Algorithm for converting a finite state machine into a regular expression

2010-10-05 by qntm

It is known that every regular language has a corresponding deterministic finite state machine (actually, several; finite state machines may be equivalent) and a corresponding regular expression (actually, several; regular expressions may be equivalent). Converting regexes into finite state machines can be done relatively simply by hand, and with a little effort this process can be automated. But converting finite state machines back into regular expressions is relatively difficult by hand, and even more challenging to accomplish programmatically.

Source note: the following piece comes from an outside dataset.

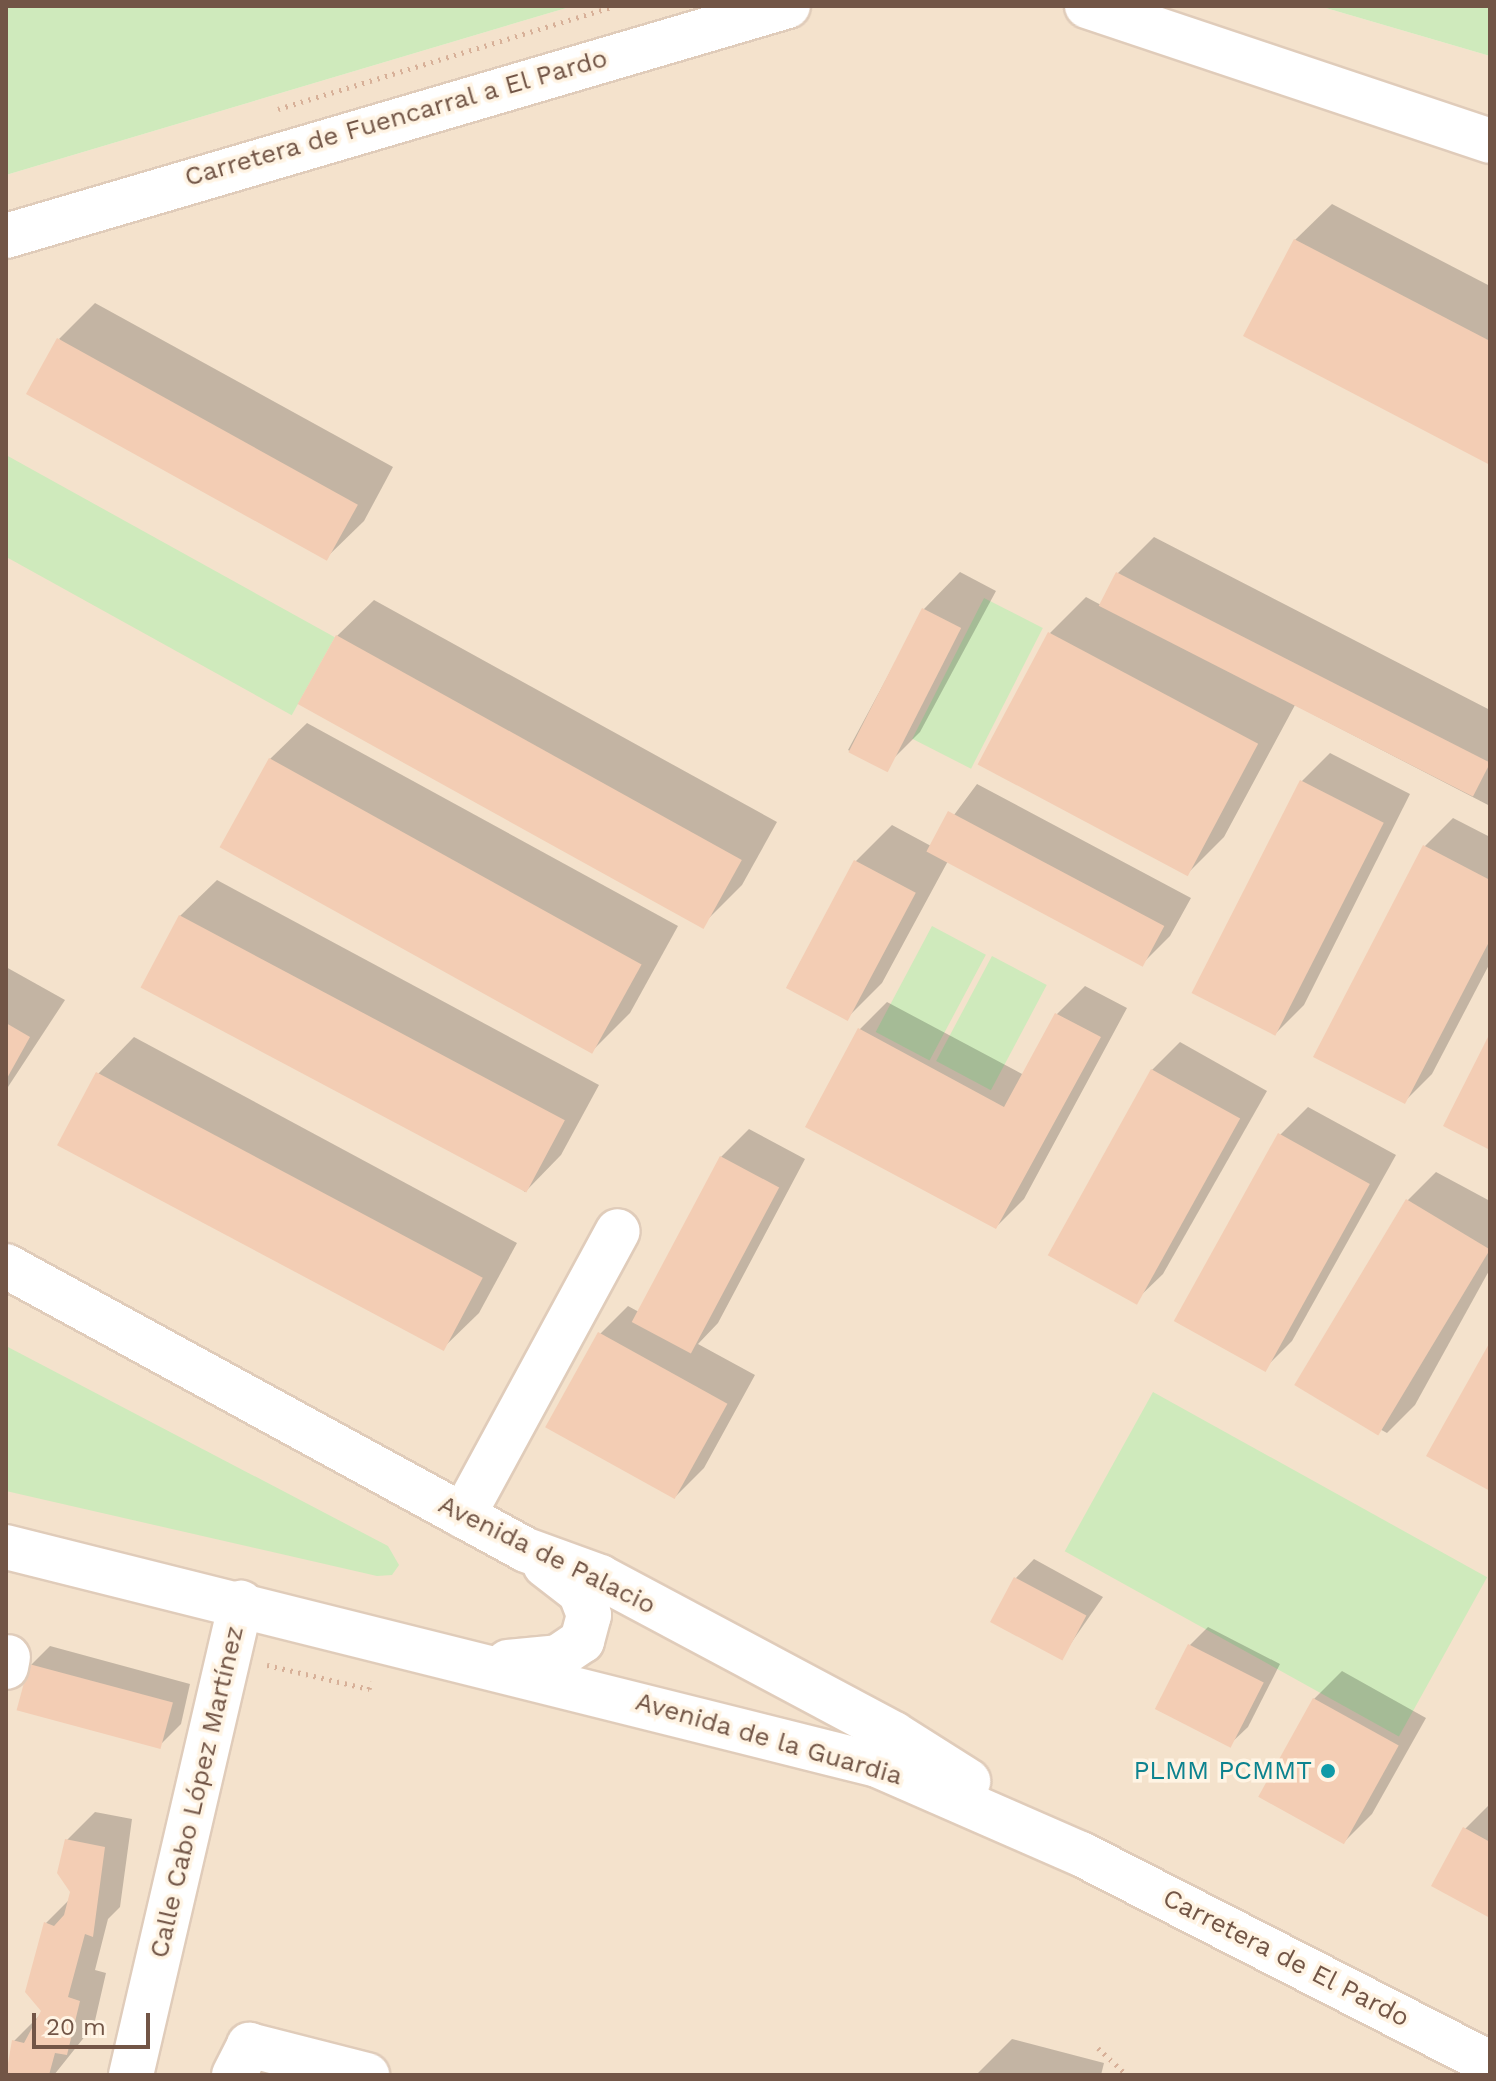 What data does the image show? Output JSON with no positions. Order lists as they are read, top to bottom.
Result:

I have found a new way to do this. I think.

Several such algorithms do exist. Many of these algorithms result in unreadably large and complex regexes. As mentioned, many regexes are equivalent, there is no canonical "simple" regex for a given regular language and programatically simplifying a regular expression is of unlimited algorithmic complexity. This means that an algorithm which generally produces a simple output is highly desirable.

Some examples.

String algebra

First, we consider the set of all states in our finite state machine. Call them "A", "B", "C" and so on. Use variables as shorthand terms, such as:

A = { strings a such that inputting a into our FSM would leave it in state "A" }

Next we can define juxtaposition as our "string concatenation" operator.

ab = { "ab" }
Ax = { a . "x" : a is in A }
AB = { a . b : a is in A, b is in B }

And define "*" as our "infinite loop" operator, and "|" as our "union" or "or" operator:

A* = { "" } | A | AA | AAA | ...
a* = { "", "a", "aa", "aaa", "aaaa", ... }

Here, "" is the empty string.

Brzozowski Algebraic Method

Suppose our machine has states "A", "B", "C", "D" and "E", a simple two-character alphabet {"a", "b"} and a transition function f where:

f("A", "a") = "B". f("A", "b") = "D". State "A" is the initial state.
f("B", "a") = "C". f("B", "b") = "E".
f("C", "a") = "C". f("C", "b") = "E". State "C" is final.
f("D", "a") = "B". f("D", "b") = "D".
f("E", "a") = "B". f("E", "b") = "D". State "E" is final.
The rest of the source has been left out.